The tour takes place on foot. It starts from the Arsenale in neo-Romanesque style, where were made the equipment for the troops stationed in the fortresses of the quadrilateral. Passing through the magnificent Scaliger bridge then comes to Castelvecchio, which for nearly six hundred years was the seat of the garrisons that took turns to control Verona. During the Austrian era, the Scaliger manor was temporarily the seat of the court and the high keep was used for the optical telegraph. Nearby is Palazzo Carli, which was the Veronese residence of Marshal Radetzky. Here, in 1866, the formal passage of the Veneto region was signed from the Austro-Hungarian Empire to France, which then "turned it over" to the House of Savoy. The palace is still a military base, and can normally be visited from the outside. With prior authorization it is possible to enter inside for a more detailed guided tour. Not far away is Palazzo Canossa, the Renaissance palace designed by Sanmicheli that hosted Zar Alexander I during the Congress of Verona in 1822. Continuing towards Piazza Bra you come to the Gran Guardia Nuova, today Palazzo Barbieri, austere neoclassical building that was the seat of the Austrian Command of Verona. Continuing along the municipal wall we arrive at Verona's Monumental Cemetery, another Austrian architectural complex in which there is an area reserved for the Hapsburg tombs including that of Radetzky's wife, Francesca Strassoldo, and that of General von Scholl, creator of the fortified system of the square of Verona.

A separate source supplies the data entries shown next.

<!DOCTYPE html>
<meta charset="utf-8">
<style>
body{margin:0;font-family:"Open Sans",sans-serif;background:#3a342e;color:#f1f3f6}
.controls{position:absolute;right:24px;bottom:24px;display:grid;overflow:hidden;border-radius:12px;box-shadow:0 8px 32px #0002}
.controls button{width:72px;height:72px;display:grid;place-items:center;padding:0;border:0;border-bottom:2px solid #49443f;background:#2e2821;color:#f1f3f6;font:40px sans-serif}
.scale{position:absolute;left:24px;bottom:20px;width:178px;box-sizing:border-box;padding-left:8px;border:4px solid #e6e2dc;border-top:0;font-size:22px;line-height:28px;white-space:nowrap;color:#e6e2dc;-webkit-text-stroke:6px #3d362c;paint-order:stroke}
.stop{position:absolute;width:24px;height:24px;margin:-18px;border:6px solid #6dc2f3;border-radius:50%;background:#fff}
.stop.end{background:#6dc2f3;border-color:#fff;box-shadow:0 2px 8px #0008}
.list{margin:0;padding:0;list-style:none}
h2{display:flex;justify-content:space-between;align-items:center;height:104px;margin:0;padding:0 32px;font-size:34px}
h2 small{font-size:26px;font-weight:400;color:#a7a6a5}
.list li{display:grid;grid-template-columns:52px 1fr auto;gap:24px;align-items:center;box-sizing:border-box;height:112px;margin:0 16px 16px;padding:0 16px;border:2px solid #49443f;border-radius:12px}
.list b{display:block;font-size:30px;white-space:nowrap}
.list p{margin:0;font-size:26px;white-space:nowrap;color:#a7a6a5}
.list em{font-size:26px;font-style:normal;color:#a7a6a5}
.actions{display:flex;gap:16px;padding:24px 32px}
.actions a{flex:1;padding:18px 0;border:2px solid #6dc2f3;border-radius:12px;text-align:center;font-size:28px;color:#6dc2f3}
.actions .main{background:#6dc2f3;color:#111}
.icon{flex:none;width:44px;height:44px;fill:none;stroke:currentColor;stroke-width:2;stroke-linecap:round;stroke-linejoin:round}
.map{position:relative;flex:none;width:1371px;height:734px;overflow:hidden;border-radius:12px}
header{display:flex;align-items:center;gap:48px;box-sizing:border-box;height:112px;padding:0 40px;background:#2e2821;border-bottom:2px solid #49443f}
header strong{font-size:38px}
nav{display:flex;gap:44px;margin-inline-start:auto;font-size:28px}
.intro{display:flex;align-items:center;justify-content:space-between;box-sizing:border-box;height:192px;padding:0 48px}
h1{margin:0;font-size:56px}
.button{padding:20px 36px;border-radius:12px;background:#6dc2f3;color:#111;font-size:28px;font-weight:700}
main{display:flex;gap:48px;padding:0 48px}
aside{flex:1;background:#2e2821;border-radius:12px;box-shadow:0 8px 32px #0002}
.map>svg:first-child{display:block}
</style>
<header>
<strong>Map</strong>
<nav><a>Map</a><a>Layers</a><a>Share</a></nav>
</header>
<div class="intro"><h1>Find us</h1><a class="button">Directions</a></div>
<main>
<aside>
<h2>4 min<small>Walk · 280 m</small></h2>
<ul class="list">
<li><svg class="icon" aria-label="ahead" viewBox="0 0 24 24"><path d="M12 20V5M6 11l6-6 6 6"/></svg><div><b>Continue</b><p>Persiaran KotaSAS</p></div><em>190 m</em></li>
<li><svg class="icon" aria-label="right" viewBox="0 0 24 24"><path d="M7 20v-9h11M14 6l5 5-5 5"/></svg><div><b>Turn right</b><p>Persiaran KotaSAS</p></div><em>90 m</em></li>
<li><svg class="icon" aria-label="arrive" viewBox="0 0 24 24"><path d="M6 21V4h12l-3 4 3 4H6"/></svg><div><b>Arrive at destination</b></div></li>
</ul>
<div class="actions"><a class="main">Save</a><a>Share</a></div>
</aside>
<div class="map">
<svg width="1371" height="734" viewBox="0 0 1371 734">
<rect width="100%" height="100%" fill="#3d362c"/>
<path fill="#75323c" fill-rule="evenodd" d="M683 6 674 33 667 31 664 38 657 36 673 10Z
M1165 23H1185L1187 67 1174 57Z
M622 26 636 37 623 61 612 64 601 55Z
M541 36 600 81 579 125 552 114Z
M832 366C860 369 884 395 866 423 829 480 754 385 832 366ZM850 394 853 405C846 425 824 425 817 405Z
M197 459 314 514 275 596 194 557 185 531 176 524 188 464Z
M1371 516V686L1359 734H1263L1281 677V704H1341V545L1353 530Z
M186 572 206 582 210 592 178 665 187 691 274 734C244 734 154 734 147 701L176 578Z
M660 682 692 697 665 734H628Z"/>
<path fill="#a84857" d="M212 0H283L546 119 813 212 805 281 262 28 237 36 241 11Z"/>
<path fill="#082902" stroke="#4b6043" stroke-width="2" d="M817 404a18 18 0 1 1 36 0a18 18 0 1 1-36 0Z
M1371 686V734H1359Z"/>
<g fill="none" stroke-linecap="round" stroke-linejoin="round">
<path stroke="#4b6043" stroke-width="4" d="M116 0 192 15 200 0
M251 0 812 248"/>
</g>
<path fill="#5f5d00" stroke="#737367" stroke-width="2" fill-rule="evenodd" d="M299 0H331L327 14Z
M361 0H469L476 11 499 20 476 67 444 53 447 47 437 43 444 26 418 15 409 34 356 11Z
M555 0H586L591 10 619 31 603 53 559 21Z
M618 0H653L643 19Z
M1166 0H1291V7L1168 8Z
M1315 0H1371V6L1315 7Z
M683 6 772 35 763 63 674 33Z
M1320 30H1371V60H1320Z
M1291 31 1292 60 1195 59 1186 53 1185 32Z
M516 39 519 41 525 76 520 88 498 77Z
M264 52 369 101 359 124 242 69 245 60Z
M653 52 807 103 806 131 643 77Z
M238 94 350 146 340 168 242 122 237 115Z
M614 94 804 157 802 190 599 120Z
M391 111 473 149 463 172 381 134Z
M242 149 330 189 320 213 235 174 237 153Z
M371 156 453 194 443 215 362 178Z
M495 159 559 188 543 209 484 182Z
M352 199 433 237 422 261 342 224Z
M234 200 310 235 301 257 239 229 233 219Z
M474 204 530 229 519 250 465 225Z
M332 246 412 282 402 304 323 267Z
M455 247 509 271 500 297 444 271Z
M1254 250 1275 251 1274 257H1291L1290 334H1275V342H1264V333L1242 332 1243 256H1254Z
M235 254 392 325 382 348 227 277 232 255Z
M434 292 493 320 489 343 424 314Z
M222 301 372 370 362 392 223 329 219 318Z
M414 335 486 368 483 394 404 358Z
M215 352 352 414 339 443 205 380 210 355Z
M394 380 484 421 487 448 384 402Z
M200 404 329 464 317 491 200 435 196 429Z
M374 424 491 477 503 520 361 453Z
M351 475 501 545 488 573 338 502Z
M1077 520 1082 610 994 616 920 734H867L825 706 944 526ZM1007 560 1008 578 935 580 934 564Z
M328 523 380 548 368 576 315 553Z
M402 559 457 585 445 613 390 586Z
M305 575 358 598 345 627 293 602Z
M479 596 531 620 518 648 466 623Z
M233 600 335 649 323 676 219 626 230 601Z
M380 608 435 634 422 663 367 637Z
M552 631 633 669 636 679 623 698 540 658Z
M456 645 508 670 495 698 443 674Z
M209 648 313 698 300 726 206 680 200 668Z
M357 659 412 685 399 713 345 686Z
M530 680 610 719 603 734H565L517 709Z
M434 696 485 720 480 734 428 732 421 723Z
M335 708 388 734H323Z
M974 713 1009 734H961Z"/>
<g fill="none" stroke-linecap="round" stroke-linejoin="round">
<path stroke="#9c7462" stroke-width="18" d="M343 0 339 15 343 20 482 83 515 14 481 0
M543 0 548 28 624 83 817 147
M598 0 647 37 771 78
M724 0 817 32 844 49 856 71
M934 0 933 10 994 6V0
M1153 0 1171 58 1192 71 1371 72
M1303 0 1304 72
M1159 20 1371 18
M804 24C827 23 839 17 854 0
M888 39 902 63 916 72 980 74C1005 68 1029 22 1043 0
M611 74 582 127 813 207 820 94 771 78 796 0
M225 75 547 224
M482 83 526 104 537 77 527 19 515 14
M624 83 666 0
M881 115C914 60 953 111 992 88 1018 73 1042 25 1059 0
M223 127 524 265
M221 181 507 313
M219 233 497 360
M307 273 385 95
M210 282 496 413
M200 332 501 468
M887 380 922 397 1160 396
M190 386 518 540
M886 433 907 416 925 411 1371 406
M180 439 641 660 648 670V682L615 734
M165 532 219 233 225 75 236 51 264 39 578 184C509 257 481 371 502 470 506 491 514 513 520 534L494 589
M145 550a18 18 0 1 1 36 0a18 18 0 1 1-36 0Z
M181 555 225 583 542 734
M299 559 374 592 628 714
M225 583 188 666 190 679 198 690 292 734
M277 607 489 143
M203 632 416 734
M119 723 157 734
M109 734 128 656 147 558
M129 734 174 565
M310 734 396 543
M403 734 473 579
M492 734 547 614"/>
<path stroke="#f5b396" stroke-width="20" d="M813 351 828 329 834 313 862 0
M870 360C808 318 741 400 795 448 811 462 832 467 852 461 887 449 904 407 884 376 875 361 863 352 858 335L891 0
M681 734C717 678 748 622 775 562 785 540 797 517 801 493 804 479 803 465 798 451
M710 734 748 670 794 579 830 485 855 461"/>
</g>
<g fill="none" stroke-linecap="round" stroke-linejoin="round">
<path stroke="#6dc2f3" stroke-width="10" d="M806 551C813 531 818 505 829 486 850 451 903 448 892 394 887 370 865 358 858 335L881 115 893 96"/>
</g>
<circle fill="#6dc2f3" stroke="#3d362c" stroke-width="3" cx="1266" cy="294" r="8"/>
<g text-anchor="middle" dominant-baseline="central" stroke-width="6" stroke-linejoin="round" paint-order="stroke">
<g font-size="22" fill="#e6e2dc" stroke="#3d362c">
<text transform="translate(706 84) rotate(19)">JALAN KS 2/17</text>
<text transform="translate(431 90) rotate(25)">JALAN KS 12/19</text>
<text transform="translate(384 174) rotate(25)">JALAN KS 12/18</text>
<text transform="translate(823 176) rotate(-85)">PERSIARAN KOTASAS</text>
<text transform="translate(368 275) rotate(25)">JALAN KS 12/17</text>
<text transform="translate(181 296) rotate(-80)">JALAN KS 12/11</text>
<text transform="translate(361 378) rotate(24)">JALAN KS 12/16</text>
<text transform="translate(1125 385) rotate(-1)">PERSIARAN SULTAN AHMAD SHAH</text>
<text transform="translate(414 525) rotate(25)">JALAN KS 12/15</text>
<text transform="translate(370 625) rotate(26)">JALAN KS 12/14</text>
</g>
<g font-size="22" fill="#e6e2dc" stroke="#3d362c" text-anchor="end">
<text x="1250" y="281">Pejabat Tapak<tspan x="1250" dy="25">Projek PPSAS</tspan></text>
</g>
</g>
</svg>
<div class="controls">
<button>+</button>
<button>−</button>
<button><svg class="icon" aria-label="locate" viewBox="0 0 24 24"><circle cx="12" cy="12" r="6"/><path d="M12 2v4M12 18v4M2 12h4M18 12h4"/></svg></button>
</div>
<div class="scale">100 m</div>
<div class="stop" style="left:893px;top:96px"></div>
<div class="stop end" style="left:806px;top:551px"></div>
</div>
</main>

In a strategic position, at the entrance to the Adige Valley, a direct supply line with the motherland, the Austrians built the fort of Rivoli.
With the introduction of the ribbed cannon in the mid-19th century, artillery became more accurate and capable of striking from a greater distance. It was therefore essential to stop the attacking army even further from its target. Thus, a series of forts were built towards the western border, further extending the outer circle of the "entrenched camp".
The whole Veronese territory can be the destination for an Austrian-Risorgimento itinerary. Destinations should be carefully selected in consultation with the tour guide in order to optimize time and travel. For example, there are numerous well-preserved forts in the outer ring of fortifications, many of them in strategic vantage points. For example forte Gisella, the forte di Pastrengo, forte Ardietti, the forte di Rivoli.
Sul lago di Garda, che per quasi vent'anni fu confine tra Regno d'Italia e Impero Austroungarico, si potrà visitare la suggestiva fortezza di Peschiera del Garda o i luoghi delle battaglie risorgimentali come Custoza, San Martino e Solferino.